Identificaram a cultura da organização, que consideram que é construída essencialmente através do exemplo dos directores e membros das direcções executivas, como um elemento chave neste domínio, comentando que embora a formação em ética e os códigos de conduta possam contribuir positivamente, não são por si só suficientes.

O aspecto comportamental, os valores e as atitudes dos colaboradores foram eleitos como factores críticos de sucesso para a defesa dos interesses dos diversos stakeholders, em particular dos clientes

Nas entrevistas aos elementos das entidades supervisoras encontram-se indicações de que estas procuram que as entidades financeiras adquiram uma escala – através de fusões ou aquisições – de tal forma que acomodem mais facilmente os choques e os riscos. Outro aspecto que transparece é a preferência destes órgãos pela redução da intervenção humana nos processos e nas operações do sector financeiro de forma a minimizar os riscos operacionais.

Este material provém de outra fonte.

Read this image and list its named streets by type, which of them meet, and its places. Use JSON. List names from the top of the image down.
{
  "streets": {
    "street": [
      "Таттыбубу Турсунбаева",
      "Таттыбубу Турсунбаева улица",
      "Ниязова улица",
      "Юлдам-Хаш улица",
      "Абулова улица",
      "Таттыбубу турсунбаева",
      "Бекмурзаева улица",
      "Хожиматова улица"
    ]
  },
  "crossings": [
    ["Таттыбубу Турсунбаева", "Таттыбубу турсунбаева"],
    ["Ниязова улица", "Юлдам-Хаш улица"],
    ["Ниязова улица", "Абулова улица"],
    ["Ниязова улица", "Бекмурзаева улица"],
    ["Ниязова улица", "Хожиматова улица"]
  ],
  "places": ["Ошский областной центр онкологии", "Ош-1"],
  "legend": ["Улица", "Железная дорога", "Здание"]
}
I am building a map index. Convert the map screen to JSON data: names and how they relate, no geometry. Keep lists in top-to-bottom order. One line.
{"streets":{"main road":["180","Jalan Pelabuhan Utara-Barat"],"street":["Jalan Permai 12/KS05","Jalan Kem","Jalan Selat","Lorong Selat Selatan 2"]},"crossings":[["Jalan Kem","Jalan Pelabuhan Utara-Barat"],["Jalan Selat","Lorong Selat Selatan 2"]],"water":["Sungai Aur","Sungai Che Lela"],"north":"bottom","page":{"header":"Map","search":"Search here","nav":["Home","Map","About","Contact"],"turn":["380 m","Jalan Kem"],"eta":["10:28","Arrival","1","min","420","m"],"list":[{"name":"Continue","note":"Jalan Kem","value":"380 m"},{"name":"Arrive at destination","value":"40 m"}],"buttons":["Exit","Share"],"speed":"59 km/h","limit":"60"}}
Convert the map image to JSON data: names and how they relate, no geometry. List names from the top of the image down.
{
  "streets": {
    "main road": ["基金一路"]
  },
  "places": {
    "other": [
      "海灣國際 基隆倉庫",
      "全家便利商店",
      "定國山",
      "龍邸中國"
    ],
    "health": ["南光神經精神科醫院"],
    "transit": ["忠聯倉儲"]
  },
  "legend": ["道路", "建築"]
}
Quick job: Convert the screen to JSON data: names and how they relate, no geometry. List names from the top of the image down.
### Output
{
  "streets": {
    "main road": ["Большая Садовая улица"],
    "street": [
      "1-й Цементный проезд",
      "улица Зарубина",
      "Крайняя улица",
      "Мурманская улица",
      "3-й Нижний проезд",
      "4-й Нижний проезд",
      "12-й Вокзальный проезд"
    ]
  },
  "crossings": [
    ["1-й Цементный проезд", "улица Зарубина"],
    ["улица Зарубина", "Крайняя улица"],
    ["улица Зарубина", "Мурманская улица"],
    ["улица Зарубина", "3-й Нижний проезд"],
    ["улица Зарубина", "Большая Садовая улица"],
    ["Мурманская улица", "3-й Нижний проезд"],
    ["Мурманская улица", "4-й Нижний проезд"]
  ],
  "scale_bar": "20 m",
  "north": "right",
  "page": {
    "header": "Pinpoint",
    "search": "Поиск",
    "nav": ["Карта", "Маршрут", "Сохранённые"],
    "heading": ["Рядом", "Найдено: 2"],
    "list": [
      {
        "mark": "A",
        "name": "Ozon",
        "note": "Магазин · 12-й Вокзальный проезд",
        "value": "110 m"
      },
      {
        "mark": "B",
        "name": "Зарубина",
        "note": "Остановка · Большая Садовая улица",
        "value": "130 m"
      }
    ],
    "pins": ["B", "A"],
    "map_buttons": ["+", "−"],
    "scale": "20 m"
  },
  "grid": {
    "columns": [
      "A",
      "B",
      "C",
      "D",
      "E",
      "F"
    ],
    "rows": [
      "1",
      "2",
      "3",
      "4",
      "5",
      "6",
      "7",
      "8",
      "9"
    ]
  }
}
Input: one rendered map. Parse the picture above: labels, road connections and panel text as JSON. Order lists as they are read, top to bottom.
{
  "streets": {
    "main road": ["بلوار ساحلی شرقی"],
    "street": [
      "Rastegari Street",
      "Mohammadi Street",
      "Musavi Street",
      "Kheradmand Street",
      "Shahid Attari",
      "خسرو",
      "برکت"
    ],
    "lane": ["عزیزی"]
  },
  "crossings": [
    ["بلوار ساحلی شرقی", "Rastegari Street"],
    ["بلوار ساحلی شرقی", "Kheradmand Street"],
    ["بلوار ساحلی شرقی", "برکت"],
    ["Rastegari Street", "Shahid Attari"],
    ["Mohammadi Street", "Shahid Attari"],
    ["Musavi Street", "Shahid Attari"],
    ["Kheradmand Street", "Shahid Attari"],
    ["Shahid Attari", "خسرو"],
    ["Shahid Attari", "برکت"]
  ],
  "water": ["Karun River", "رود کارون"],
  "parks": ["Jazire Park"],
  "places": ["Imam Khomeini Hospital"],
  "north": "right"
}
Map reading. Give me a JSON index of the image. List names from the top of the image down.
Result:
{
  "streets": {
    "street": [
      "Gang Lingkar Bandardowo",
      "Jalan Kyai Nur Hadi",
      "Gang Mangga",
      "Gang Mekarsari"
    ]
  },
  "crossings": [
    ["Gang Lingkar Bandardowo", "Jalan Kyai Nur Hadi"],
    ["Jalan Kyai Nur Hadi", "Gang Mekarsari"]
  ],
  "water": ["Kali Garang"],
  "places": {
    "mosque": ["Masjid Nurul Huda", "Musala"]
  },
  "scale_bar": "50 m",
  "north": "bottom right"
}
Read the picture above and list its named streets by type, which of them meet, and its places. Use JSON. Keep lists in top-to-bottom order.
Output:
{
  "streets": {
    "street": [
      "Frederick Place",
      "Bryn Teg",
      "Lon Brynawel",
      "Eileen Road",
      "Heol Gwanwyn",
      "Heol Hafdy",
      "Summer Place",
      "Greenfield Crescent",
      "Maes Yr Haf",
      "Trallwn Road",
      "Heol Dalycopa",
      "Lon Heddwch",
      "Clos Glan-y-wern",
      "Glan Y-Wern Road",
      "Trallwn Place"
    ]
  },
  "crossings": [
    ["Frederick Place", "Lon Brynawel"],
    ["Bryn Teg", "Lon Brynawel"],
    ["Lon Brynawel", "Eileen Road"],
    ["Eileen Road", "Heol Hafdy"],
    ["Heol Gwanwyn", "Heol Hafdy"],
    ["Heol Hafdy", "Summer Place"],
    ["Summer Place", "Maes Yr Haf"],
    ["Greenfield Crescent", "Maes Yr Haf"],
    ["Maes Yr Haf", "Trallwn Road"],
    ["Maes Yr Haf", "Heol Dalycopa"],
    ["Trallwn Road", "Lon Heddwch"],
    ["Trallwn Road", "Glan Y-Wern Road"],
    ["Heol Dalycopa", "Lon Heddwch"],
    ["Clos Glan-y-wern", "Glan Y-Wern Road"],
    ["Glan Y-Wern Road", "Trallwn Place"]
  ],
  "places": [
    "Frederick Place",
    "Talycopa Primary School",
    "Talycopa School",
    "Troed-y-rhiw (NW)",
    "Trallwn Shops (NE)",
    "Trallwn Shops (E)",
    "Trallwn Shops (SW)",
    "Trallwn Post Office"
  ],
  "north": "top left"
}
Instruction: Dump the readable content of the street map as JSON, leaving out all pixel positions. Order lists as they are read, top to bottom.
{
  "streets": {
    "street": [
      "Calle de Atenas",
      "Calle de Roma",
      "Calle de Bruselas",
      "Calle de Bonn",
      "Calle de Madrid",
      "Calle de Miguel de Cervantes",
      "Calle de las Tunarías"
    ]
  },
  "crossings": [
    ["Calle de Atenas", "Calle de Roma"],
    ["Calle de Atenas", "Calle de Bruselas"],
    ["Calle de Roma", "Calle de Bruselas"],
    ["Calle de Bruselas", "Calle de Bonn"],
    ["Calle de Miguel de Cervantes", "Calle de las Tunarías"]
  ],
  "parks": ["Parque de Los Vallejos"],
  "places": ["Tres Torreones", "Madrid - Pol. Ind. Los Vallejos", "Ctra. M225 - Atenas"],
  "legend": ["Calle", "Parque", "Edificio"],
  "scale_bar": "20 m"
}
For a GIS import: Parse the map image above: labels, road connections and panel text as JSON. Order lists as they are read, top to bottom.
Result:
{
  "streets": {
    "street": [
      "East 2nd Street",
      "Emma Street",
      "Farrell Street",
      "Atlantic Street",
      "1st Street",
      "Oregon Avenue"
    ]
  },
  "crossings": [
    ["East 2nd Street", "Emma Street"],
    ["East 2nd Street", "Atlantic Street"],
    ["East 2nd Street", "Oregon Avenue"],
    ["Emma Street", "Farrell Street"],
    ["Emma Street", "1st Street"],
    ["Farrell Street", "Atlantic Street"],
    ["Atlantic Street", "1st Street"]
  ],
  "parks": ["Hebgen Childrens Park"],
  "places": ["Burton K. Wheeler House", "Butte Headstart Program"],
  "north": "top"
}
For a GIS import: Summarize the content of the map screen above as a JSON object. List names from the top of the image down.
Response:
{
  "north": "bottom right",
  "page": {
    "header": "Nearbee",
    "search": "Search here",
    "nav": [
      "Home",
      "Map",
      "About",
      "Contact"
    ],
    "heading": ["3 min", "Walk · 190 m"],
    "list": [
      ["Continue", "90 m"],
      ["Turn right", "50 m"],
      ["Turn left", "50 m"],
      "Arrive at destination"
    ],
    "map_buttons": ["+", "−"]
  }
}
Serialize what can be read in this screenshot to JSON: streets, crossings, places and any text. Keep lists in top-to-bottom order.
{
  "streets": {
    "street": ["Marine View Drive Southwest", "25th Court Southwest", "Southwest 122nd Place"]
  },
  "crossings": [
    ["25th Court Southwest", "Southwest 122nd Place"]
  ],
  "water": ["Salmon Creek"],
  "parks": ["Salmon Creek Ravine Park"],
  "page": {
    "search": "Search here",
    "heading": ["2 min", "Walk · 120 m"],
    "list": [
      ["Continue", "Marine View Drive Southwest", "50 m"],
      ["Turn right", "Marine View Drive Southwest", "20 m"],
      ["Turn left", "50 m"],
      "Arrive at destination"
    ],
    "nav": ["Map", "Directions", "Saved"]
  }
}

No entanto, esta tendência para a mecanização e a automatização do sector contrasta com a perspectiva de um banco de menor dimensão a operar numa zona rural. Para o executivo desta entidade, a relação pessoal e o conhecimento mútuo é um aspecto essencial e complementar na análise de risco de crédito, assim como na atitude comercial na venda de produtos financeiros complexos. O resultado desta proximidade pessoal bancário-cliente é a propensão dos clientes para pedirem crédito na medida das suas capacidades, cumprindo com as suas obrigações, e do bancário a promover os serviços e os produtos financeiros ajustados ao interesse dos clientes, minimizando perdas patrimoniais associadas a riscos de investimento. Nesta relação banco-cliente, a imagem social, o conhecimento recíproco ao longo de vários anos e a reputação pessoal funcionam como factores de controlo implícito e estímulos para uma conduta alinhada com e no interesse do cliente, minimizando-se assim o risco de crédito e o risco comercial dos produtos financeiros complexos.

As principais conclusões

Este estudo revelou que o controlo de gestão, a auditoria e a supervisão não são por si só suficientes para minimizar os riscos inerentes ao sector bancário. Os acontecimentos adversos que ocorreram na Europa após a crise de 2009 levaram as entidades reguladoras a aumentar significativamente o controlo e a regulação do sector. Embora o controlo do risco tenha melhorado, as alterações na supervisão trouxeram custos acrescidos, bloqueios operacionais, distanciamento e mecanização na relação com o cliente. Alguns dos executivos entrevistados referiram que a criação e a revisão constante de legislação tiveram consequências significativas, nomeadamente no aumento de colaboradores dedicados exclusivamente aos serviços de auditoria e compliance e de recursos dedicados ao estudo de propostas de legislação.

Os executivos entrevistados consideram indispensável a dimensão ética e os valores pessoais dos colaboradores para minimizar os riscos comportamentais no sector

O facto é que, mesmo com a intensificação do controlo e da auditoria, continua a verificar-se um número significativo de irregularidades em termos de comportamento (em Portugal, cerca de 10 ocorrências anuais por cada 1000 trabalhadores). Os executivos entrevistados consideram indispensável a dimensão ética e os valores pessoais dos colaboradores para minimizar os riscos comportamentais no sector. Recorrem à formação, a documentos escritos – e.g., códigos de conduta – e a aplicações informáticas para reforçar a capacitação técnica e humana dos colaboradores, mas entendem que os valores só são eficazmente transmitidos, assimilados e vividos num contexto de uma forte cultura organizacional, construída pelo exemplo da equipa directiva e em particular pelo comportamento da alta direcção.